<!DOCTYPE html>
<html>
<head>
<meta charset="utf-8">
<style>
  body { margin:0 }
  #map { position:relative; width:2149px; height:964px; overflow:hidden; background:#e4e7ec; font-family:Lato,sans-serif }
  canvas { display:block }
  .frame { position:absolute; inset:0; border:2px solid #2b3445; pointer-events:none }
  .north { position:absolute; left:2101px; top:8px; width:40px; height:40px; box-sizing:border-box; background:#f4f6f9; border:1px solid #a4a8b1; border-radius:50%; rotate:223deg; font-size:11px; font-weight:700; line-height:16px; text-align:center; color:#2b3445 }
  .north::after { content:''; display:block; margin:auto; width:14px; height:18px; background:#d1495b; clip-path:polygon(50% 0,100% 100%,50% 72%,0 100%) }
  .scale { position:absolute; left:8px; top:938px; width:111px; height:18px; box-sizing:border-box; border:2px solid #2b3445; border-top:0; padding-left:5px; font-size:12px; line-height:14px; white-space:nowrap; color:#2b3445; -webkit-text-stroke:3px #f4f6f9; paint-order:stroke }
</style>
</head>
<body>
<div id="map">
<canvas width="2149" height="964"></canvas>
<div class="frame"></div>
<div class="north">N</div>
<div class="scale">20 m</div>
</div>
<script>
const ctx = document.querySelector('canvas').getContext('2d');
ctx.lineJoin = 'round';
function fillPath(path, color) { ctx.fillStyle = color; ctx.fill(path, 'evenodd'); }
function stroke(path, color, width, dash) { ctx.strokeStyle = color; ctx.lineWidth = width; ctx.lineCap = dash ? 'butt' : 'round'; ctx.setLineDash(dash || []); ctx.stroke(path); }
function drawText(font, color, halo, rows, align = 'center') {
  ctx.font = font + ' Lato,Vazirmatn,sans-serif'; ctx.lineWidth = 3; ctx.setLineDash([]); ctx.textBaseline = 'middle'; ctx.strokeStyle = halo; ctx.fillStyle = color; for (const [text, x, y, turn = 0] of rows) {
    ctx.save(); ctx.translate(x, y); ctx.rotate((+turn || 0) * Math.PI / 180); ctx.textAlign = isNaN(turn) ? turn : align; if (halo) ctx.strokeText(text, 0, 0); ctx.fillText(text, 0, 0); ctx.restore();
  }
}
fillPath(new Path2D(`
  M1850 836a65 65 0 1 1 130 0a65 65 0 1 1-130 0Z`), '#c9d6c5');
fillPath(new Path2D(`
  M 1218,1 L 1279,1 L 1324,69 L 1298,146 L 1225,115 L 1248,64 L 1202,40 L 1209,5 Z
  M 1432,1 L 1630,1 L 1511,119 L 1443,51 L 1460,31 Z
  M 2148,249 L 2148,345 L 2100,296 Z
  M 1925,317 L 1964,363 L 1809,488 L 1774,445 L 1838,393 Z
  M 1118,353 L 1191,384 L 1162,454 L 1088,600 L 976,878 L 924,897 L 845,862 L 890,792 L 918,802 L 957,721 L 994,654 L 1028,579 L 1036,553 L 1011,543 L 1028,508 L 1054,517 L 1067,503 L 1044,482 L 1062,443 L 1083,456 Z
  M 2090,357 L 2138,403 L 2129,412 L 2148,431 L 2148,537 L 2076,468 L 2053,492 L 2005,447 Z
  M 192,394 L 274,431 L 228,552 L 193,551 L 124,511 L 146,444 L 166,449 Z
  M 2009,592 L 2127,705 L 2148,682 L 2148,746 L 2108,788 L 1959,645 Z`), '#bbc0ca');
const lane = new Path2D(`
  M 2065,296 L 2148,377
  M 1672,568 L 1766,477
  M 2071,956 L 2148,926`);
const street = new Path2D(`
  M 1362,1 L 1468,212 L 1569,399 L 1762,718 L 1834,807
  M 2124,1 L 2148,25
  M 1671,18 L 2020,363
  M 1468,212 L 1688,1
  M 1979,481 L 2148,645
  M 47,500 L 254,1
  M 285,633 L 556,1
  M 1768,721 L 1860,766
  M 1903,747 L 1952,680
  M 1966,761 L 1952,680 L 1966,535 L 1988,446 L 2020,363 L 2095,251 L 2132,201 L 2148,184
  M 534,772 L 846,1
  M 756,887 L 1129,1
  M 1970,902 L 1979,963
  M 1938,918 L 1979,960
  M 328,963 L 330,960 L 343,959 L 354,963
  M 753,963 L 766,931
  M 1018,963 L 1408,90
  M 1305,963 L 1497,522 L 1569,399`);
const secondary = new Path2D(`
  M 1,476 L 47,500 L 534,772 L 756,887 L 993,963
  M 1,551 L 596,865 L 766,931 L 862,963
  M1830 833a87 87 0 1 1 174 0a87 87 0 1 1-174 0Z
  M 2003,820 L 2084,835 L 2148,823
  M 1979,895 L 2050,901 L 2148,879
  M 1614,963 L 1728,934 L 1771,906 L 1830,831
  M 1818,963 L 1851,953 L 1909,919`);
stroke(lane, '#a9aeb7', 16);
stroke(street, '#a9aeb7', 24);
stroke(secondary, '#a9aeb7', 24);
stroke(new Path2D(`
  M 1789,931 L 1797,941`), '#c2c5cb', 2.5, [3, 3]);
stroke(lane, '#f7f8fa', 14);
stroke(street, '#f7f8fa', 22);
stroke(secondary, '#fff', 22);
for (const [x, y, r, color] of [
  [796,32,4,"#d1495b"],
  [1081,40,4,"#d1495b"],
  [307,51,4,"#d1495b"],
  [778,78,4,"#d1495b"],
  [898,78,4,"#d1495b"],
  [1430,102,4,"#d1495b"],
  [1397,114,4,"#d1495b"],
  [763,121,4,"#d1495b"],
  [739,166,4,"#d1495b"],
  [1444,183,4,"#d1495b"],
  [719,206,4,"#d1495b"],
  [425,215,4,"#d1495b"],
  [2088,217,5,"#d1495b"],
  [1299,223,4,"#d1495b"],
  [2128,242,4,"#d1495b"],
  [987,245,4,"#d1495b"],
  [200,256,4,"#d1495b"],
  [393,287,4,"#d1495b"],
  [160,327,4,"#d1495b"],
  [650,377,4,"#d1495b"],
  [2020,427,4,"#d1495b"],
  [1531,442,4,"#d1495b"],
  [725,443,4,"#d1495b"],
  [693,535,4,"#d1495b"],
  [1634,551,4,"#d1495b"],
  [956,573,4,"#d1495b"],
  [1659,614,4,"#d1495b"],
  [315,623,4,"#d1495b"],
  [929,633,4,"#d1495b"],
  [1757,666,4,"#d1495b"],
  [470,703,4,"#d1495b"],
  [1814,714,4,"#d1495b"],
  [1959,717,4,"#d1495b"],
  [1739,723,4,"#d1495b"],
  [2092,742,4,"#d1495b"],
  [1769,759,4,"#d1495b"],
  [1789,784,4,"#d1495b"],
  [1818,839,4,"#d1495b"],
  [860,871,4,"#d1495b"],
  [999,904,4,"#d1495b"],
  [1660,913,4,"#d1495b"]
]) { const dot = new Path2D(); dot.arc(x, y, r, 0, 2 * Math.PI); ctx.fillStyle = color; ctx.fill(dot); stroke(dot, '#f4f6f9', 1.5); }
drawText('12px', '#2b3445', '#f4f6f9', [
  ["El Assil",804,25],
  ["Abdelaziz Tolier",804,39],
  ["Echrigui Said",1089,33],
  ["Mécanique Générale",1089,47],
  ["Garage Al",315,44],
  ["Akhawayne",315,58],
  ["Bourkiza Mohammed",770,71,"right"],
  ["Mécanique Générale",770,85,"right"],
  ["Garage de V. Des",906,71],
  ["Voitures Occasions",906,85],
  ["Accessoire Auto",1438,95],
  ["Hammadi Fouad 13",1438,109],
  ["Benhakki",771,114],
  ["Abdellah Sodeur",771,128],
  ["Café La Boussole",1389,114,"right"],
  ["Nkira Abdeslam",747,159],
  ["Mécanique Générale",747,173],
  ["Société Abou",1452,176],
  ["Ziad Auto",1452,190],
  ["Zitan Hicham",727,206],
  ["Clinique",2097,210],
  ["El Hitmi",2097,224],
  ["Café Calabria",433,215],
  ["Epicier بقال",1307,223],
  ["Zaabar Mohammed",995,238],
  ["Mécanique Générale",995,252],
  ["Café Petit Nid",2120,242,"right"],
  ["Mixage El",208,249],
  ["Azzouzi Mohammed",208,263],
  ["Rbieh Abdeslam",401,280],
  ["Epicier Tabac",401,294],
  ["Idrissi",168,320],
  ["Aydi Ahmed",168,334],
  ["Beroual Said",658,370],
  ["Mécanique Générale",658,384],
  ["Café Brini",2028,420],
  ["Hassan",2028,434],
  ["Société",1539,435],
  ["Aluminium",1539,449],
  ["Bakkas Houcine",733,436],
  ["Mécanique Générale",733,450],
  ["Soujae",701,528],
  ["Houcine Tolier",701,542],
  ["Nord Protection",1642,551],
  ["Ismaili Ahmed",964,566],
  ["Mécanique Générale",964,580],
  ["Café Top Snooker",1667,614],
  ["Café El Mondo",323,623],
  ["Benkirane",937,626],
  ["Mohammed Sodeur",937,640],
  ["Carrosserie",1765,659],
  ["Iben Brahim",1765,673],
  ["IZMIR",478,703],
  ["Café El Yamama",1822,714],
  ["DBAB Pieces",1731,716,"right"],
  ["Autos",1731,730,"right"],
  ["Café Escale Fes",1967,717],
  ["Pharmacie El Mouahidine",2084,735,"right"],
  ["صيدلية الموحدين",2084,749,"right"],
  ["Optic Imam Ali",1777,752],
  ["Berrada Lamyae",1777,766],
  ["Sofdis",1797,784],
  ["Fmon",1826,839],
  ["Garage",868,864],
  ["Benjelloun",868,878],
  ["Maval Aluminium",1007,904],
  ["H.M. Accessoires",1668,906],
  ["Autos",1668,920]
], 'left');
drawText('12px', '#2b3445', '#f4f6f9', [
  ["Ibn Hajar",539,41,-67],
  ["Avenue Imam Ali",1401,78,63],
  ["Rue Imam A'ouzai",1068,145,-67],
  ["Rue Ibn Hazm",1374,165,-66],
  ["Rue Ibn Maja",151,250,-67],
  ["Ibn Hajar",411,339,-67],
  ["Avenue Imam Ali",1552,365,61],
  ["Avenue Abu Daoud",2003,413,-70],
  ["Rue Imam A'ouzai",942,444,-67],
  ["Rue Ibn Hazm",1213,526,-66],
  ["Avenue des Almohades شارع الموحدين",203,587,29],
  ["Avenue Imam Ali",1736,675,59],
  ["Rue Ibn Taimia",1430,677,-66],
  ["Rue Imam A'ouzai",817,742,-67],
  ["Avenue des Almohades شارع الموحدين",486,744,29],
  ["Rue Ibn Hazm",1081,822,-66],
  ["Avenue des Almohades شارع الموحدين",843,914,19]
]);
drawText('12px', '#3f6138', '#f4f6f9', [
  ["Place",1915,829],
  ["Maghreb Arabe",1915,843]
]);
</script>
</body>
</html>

====

▶ ASSIGNMENT:
All lines of the records above that contain the word "canvas" are to be copied out.

▶ ANSWER TO THIS EXERCISE:
  canvas { display:block }
<canvas width="2149" height="964"></canvas>
const ctx = document.querySelector('canvas').getContext('2d');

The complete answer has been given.